__Given records__
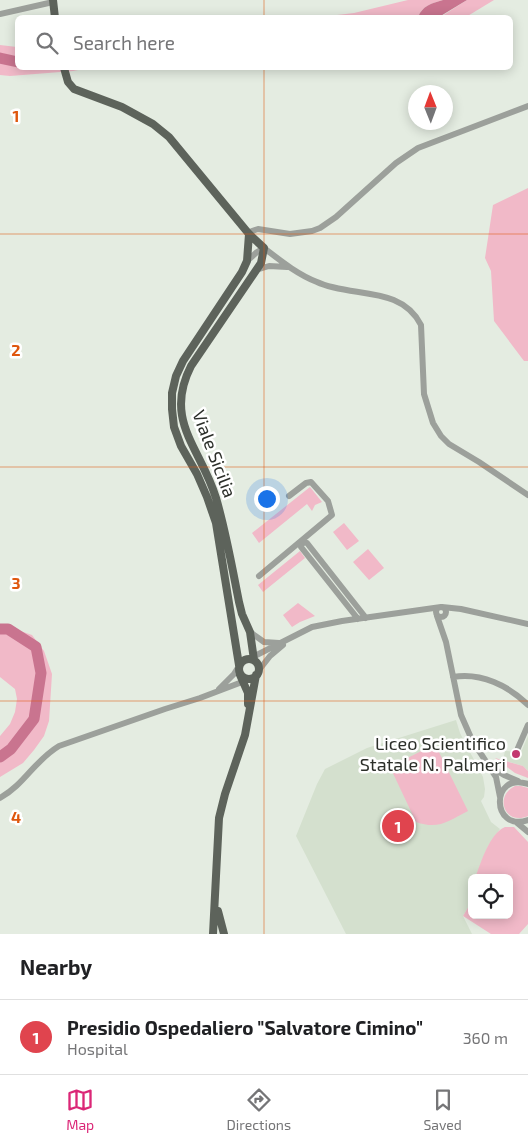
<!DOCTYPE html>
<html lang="en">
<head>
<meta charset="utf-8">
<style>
	body { margin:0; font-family:"Exo 2",sans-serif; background:#f6f6f6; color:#202124 }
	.controls { position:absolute; right:15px; bottom:15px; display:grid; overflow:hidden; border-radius:8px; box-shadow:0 2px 12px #0003 }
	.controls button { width:45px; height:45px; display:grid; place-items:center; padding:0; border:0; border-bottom:1px solid #e0e0e0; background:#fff; color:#202124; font:25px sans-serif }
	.compass { position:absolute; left:408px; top:85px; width:45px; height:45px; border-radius:50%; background:#fff; box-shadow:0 2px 12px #0003; rotate:359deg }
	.you { position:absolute; left:266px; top:498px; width:18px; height:18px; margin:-12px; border:4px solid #fff; border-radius:50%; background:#1a73e8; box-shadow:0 0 0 8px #1a73e833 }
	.badge { display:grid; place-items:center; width:32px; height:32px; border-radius:50%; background:#db2777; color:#fff; font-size:16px; font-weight:700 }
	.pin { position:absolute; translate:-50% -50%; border:2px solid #fff; box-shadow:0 1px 5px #0006 }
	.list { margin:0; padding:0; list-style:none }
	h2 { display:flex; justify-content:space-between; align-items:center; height:65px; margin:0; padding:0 20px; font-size:21px }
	h2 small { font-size:16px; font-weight:400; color:#757577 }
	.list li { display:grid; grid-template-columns:32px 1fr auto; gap:15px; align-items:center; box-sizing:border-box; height:75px; padding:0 20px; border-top:1px solid #e0e0e0 }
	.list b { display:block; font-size:19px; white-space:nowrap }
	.list p { margin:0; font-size:16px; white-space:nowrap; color:#757577 }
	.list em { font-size:16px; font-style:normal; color:#757577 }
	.icon { flex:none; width:28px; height:28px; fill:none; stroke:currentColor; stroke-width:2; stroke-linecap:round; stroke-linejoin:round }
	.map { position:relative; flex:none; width:528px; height:934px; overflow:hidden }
	.search { position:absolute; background:#fff; box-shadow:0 2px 12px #0003; left:15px; right:15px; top:15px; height:55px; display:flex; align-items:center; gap:12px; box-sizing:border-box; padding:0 18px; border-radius:8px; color:#757577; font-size:19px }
	.sheet { height:140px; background:#fff }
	nav { display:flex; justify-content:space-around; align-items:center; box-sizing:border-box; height:70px; border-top:1px solid #e0e0e0; background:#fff; font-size:14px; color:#757577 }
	nav a { display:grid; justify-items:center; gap:2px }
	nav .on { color:#db2777 }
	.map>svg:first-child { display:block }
</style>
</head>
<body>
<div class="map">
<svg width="528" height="934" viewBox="0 0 528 934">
	<rect width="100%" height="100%" fill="#e4ece1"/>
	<path fill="#d4e0ce" d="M456,720l4,13 23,44 2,12 -1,8 -3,4 10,21 9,7 -12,17 -13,32h-3l-2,26 -7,12 9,18h-126l-50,-98 21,-52 8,-15 42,-21z
		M528,736v35l-5,-5 -20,-6 2,-9 16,1z"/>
	<path fill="#f1b9c8" d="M408,0h35c-11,3 -21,6 -25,17l-106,1 42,-5z
		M467,0h27l-28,17 -27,1z
		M0,45l17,2 1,21h70l-15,3 -63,5 -10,-1z
		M528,188v173h-4l-30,-40 -3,-50 -6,-13 8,-53z
		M310,487l12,15 -7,3 -3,6 -5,-7 -48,39 -7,-10z
		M344,523l15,18 -12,9 -14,-18z
		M368,549l16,19 -15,12 -16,-18z
		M300,551l5,7 -42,34 -5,-7z
		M298,603l17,13 -15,6 -8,5 -9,-12z
		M0,624l32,11 12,16 8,23 -3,47 -5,15 -10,14 -11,13 -23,14v-41l10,-12 5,-12 2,-13 -2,-10 -15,-12z
		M435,744l33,67c-20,10 -29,19 -52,11l-26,-55z
		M495,758l28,8 5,5v7l-13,-5z
		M515,786h6l7,2v28c-22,10 -35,-19 -13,-30z
		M505,827h9l14,15v82l-9,10h-28l-28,-18 7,-12 2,-13v24h37v-37h-34c6,-15 14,-44 30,-51z"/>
	<path fill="#c9748f" d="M443,0h24l-28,17h-21c4,-11 14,-14 25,-17z"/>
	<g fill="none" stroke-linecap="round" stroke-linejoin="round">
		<path stroke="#c9748f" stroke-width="11" d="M0,58l18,4
			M0,629h8l28,18 5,26 -7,46 -23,30 -11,8"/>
		<path stroke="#9ca09b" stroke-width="6" d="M0,14l53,-12
			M249,234l3,-3 6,-2 32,5 22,-3 8,-3 16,-11 60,-54 22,-15 110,-42
			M247,261l10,-9 7,-4c17,13 33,26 53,34 34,16 84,3 104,43l3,69 9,29 8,13 8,8 30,18 49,33
			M256,270l13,-4 18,1
			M259,576l73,-61 -4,-14 -17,-19 -5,1 -17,13
			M442,607l19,2 67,15
			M436 612a5 5 0 1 1 10 0a5 5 0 1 1-10 0Z
			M437,616l9,26 15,73 11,25 24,37 4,20
			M358,619l-57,-72 1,-5 5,1 59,75
			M250,632l14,10 15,1
			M249,659l63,-32 30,-6 99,-14
			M259,670l11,-14 13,-11
			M453,677c28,-5 56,9 75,28
			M219,689l15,-15 5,-8
			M518,748l10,-23
			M489,766l15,9 14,6
			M528,784c-38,-13 -37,49 0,36
			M0,798c25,-14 34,-37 59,-52l106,-37 35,-11 50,-19
			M516,822l12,10"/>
		<path stroke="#5d635b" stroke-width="8" d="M53,0l2,18
			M64,68l4,14 6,7 48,18 31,17 16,13 80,97 15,14 -3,15 -70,103c-28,55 10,82 25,132 10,34 16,69 23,104l3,12 8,18 4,28
			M239 669a10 10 0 1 1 20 0a10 10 0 1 1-20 0Z
			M239,665l-23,-142 -9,-26 -10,-23 -16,-28 -7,-19 -2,-18v-16l4,-17 7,-15 59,-89 5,-11 2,-27
			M240,675l8,18v11
			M218,911l6,23
			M213,934l6,-116 6,-24 20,-59 11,-60"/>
	</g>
	<path fill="none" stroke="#df570e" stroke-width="1" stroke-opacity="0.55" d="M264,0v18M264,68v866M0,234h528M0,467h528M0,701h528"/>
	<circle fill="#c3386f" stroke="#fff" stroke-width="2" cx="516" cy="754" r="5"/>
	<g text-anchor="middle" stroke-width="5" stroke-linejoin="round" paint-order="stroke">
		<g font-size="18" fill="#2c2f2a" stroke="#fff">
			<text transform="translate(214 454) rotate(69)" y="6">Viale Sicilia</text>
		</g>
		<g font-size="18" fill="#2c2f2a" stroke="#fff" text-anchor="end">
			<text x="506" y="750">Liceo Scientifico<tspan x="506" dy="21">Statale N. Palmeri</tspan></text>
		</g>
	</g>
	<g font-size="16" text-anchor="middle" font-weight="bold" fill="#df570e" stroke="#fff" stroke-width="5" stroke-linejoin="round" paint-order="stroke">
		<text x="16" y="122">1</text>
		<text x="16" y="356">2</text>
		<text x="16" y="589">3</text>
		<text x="16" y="823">4</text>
	</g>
</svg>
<div class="controls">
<button><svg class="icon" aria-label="locate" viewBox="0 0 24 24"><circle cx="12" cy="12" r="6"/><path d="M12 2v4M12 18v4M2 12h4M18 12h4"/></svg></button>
</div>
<svg class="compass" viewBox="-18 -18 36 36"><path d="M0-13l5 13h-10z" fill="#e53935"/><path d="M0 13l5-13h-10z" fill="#757577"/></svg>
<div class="you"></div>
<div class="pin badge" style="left:398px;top:826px;background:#e0444e">1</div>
<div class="search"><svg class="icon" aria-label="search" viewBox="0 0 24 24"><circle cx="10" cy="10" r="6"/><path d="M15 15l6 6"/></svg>Search here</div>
</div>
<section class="sheet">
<h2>Nearby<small></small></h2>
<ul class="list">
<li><span class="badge" style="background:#e0444e">1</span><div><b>Presidio Ospedaliero &quot;Salvatore Cimino&quot;</b><p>Hospital</p></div><em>360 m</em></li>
</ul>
</section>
<nav>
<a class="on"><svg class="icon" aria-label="map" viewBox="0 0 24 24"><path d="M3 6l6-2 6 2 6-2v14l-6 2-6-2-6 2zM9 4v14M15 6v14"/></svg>Map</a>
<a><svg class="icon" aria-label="directions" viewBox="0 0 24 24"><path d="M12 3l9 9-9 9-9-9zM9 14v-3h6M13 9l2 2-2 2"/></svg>Directions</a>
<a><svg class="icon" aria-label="saved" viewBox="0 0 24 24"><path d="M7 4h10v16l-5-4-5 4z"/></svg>Saved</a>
</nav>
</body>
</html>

__Exercise objective__
Whatever else the listing above holds, retype exactly only the lines from the one containing "7,-12 2,-13v24h37v-37h-34c6,-15 14,-44" to the one containing "M239 669a10 10", both ends kept.

__Answer area__
		M505,827h9l14,15v82l-9,10h-28l-28,-18 7,-12 2,-13v24h37v-37h-34c6,-15 14,-44 30,-51z"/>
	<path fill="#c9748f" d="M443,0h24l-28,17h-21c4,-11 14,-14 25,-17z"/>
	<g fill="none" stroke-linecap="round" stroke-linejoin="round">
		<path stroke="#c9748f" stroke-width="11" d="M0,58l18,4
			M0,629h8l28,18 5,26 -7,46 -23,30 -11,8"/>
		<path stroke="#9ca09b" stroke-width="6" d="M0,14l53,-12
			M249,234l3,-3 6,-2 32,5 22,-3 8,-3 16,-11 60,-54 22,-15 110,-42
			M247,261l10,-9 7,-4c17,13 33,26 53,34 34,16 84,3 104,43l3,69 9,29 8,13 8,8 30,18 49,33
			M256,270l13,-4 18,1
			M259,576l73,-61 -4,-14 -17,-19 -5,1 -17,13
			M442,607l19,2 67,15
			M436 612a5 5 0 1 1 10 0a5 5 0 1 1-10 0Z
			M437,616l9,26 15,73 11,25 24,37 4,20
			M358,619l-57,-72 1,-5 5,1 59,75
			M250,632l14,10 15,1
			M249,659l63,-32 30,-6 99,-14
			M259,670l11,-14 13,-11
			M453,677c28,-5 56,9 75,28
			M219,689l15,-15 5,-8
			M518,748l10,-23
			M489,766l15,9 14,6
			M528,784c-38,-13 -37,49 0,36
			M0,798c25,-14 34,-37 59,-52l106,-37 35,-11 50,-19
			M516,822l12,10"/>
		<path stroke="#5d635b" stroke-width="8" d="M53,0l2,18
			M64,68l4,14 6,7 48,18 31,17 16,13 80,97 15,14 -3,15 -70,103c-28,55 10,82 25,132 10,34 16,69 23,104l3,12 8,18 4,28
			M239 669a10 10 0 1 1 20 0a10 10 0 1 1-20 0Z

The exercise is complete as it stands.